Du fond de la Méditerranée ou échoués sur ses plages, les migrants nous interpellent.
Ce sont les
vacances. Pour beaucoup d’entre nous, la Méditerranée est la destination rêvée,
et facile à atteindre. Pas besoin de visa, ou alors facile à obtenir, un ticket
d’avion low-cost, et nous voilà en
route pour le plaisir.
Pour des milliers de gens venus d’Afrique, c’est le
passage obligé vers un avenir meilleur. Un passage obligé et éminemment
dangereux. Pas de possibilité d’obtenir le visa, et dès lors, pas non plus de
billet d’avion. Le recours aux passeurs, bien plus chers que le billet première
classe d’une bonne compagnie aérienne, fait partie du chemin.
Et voilà
que les plages recherchées par les touristes deviennent les tombes d’hommes, de
femmes et d’enfants, assassinés pour avoir fui la misère et chercher le travail
ailleurs.
La misère
de leur pays, que cela nous plaise ou non de l’envisager, crée l’opulence des
nôtres. Si nous ne profitions pas du prix maintenu bas des matières premières,
du pillage des sols africains, de la présence militaire européenne qui préserve
« notre mode de vie « (je viens d’entendre les discours français de
ce 14 juillet tout entier dédié à la gloire militaire), nous ne pourrions pas
nous offrir la plupart des objets que nous consommons sans y réfléchir, que nous
jetons ou revendons (écologie oblige) dès qu’un nouveau modèle nous est imposé par
une publicité omniprésente.
Si les
migrants arrivés ici ne contribuaient pas très largement à aider leur famille
restée au pays, nous devrions consacrer plus d’impôts publics à la soi-disant
aide au développement (qui, soit dit en
passant, sert plutôt à prévenir les révoltes populaires qu’à vraiment
développer l’économie de ces pays). Donc plus d’impôts.
Si nos
personnes âgées dans les homes ne pouvaient pas bénéficier du travail d’aides-soignants
et d’aides-soignantes venu(e)s d’Afrique sub-saharienne, nous devrions payer
plus pour leur entretien ou tout simplement les garder chez nous.

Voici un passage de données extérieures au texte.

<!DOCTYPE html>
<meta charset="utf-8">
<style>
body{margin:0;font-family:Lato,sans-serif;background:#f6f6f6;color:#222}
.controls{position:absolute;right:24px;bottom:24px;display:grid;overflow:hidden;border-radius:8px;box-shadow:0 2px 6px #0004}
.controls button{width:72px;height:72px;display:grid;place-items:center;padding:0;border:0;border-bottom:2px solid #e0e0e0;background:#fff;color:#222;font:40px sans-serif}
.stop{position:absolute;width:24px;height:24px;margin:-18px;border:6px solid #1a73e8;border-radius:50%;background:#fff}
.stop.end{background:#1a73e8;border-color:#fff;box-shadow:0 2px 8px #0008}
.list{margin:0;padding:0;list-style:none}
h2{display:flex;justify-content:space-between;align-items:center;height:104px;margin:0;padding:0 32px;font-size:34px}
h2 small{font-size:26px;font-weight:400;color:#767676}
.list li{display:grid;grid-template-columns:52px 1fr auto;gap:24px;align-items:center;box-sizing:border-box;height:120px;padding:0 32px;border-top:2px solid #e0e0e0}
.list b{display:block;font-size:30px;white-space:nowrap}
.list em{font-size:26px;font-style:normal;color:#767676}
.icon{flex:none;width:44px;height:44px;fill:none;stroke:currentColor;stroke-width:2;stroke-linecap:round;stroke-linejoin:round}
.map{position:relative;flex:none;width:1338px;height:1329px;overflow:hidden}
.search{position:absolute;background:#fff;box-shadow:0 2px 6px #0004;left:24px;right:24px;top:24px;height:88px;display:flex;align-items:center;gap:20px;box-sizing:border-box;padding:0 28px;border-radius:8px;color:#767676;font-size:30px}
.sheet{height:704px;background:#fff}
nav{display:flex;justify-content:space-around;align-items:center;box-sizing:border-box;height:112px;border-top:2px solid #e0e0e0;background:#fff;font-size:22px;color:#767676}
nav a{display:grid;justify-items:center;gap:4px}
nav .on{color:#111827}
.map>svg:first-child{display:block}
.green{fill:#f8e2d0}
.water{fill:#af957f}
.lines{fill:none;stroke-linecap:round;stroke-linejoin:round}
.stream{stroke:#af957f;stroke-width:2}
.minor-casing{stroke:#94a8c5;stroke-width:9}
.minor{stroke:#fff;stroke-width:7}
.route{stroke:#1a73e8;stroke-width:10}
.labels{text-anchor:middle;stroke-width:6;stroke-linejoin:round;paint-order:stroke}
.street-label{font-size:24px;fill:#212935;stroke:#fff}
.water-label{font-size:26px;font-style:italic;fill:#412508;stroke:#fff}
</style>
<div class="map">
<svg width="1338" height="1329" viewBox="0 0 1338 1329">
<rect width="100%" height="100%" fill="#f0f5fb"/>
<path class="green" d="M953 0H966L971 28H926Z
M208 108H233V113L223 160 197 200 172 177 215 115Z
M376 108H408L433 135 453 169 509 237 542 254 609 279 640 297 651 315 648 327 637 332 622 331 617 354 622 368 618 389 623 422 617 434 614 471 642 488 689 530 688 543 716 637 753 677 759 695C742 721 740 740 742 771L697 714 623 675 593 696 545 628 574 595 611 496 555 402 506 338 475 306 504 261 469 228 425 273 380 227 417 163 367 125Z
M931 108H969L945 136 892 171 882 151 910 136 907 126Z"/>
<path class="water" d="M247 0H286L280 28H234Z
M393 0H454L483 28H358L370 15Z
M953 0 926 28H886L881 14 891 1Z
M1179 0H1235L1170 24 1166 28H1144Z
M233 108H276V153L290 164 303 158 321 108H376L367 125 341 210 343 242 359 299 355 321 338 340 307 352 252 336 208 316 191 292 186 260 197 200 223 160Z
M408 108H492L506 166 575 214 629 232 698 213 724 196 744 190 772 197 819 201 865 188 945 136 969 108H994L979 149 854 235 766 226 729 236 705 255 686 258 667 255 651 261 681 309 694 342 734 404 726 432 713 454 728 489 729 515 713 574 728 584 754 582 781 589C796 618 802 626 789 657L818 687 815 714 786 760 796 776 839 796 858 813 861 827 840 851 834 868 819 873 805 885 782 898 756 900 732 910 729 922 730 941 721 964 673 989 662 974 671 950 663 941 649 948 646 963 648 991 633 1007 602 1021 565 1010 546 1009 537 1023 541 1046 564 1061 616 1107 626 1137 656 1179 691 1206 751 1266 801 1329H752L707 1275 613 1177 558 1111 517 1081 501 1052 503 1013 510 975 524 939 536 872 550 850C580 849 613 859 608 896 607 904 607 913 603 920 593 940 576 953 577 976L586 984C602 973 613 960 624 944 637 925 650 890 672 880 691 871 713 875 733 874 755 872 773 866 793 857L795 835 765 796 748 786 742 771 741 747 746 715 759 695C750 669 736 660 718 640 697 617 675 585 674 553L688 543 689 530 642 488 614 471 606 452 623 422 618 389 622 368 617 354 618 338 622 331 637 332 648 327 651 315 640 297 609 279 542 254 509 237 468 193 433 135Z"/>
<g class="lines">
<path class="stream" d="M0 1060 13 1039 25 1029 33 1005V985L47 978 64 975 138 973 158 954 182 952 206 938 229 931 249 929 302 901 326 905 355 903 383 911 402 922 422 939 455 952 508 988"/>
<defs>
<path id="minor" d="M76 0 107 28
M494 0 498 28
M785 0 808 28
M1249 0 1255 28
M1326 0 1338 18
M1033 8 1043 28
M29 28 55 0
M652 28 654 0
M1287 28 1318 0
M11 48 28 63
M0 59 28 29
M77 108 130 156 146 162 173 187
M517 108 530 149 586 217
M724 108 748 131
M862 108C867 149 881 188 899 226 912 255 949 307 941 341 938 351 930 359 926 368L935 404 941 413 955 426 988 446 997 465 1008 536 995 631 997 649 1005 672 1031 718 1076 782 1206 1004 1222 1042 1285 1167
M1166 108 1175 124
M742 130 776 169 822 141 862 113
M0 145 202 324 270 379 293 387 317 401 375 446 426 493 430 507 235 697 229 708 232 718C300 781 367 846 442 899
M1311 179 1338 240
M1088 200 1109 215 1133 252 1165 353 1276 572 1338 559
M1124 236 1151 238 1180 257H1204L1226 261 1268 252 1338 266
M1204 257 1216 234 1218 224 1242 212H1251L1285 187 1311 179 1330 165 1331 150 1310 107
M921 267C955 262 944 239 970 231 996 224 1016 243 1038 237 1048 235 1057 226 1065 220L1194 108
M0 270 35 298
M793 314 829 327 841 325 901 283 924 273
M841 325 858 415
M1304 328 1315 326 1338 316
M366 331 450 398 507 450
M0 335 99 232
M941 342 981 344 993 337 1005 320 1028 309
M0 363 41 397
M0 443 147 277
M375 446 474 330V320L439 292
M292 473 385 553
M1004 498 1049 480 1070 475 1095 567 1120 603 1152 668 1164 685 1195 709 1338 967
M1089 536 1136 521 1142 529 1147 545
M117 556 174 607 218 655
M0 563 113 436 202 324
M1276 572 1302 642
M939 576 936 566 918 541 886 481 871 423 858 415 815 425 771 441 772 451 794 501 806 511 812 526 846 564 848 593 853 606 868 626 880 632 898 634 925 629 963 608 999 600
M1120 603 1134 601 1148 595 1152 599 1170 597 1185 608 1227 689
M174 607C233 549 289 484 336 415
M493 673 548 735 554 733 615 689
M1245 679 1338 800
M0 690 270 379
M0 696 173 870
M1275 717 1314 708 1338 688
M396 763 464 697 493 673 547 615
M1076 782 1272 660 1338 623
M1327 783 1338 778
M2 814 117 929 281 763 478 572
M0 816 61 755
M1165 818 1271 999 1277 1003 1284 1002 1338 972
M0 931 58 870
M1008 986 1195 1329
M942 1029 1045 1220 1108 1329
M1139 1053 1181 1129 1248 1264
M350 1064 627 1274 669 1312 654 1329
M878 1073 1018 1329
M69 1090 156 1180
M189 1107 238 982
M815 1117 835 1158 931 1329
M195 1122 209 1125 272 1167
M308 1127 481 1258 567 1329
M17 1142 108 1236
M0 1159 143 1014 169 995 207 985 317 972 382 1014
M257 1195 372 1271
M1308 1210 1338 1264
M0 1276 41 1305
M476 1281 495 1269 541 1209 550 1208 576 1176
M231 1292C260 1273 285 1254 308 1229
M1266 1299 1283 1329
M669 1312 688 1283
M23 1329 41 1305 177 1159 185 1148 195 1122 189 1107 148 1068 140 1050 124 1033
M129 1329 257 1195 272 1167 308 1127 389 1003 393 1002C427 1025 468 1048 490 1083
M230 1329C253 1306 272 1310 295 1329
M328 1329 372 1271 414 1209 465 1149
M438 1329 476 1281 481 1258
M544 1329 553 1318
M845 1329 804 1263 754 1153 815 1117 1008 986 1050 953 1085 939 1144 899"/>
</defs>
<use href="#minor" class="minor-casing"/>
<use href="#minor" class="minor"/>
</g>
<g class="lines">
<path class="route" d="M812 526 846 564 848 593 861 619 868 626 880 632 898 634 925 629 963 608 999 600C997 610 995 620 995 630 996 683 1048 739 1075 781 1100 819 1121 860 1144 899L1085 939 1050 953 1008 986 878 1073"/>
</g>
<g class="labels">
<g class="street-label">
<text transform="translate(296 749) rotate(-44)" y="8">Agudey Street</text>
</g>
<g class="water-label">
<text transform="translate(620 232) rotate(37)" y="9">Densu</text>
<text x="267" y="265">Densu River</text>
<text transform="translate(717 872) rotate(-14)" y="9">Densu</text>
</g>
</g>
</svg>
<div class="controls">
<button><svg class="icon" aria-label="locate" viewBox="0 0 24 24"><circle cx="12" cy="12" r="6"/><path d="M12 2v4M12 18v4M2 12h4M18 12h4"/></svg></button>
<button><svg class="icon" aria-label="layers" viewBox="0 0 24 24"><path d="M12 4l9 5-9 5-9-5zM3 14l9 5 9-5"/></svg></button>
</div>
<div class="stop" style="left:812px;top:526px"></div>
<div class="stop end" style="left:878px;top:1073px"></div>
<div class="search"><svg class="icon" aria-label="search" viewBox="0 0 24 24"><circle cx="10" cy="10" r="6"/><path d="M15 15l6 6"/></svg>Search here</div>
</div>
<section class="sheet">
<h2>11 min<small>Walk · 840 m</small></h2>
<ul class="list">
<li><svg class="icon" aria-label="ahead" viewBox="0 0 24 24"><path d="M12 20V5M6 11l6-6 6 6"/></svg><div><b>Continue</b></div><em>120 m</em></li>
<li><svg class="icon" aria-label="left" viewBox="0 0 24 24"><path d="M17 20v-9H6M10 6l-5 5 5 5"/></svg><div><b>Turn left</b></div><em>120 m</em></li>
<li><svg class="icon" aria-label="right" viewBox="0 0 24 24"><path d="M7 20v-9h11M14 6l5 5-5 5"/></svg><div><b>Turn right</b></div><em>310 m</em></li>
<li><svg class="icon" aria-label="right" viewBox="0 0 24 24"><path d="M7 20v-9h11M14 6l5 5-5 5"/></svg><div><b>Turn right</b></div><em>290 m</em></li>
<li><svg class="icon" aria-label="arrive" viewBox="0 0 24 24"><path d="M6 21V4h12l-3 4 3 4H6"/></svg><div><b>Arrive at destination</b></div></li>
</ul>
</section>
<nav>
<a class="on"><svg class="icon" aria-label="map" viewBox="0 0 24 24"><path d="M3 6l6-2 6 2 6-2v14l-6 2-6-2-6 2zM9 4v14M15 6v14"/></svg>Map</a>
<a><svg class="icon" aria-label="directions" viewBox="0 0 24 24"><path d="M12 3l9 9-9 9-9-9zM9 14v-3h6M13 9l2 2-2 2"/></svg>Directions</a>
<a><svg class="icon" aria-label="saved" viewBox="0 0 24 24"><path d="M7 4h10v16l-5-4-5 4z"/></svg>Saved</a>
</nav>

J’ai enseigné
à de futures aides-soignantes africaines, et ce qui m’a le plus blessée, c’est
que ces femmes rêvent de pouvoir exercer ce métier dans LEUR pays, en restant
proches de LEURS parents âgés.
Il faudra
bien un jour que nous prenions conscience de ces réalités et que nous cessions
de mener au pouvoir des gouvernements, et une opposition, qui acceptent à la
fois les causes de la migration et la persécution des migrants. Qui discutent des
quotas à accepter et des « critères objectifs » pour justifier
les refus et les renvois par charters. Qui reculent chaque jour devant la
montée de l’extrême-droite au nom du réalisme politique.
C’est une
question de société essentielle, si pas « la » question, qui englobe
toutes les autres parce qu’elle a trait à notre conception de l’égalité, de la
liberté et de la fraternité telle qu’elle devrait être formulée par les peuples
et non par les multinationales et leurs marionnettes politiques.
Je voudrais
terminer en rendant hommage à Chamseddine Marzoug, ce pêcheur tunisien, qui
paie de sa poche et de son travail, une sépulture digne aux migrants échoués
sur les plages. Comme d’habitude, ce sont les plus pauvres qui aident les plus
pauvres, car des plus nantis, nous n’avons rien à attendre.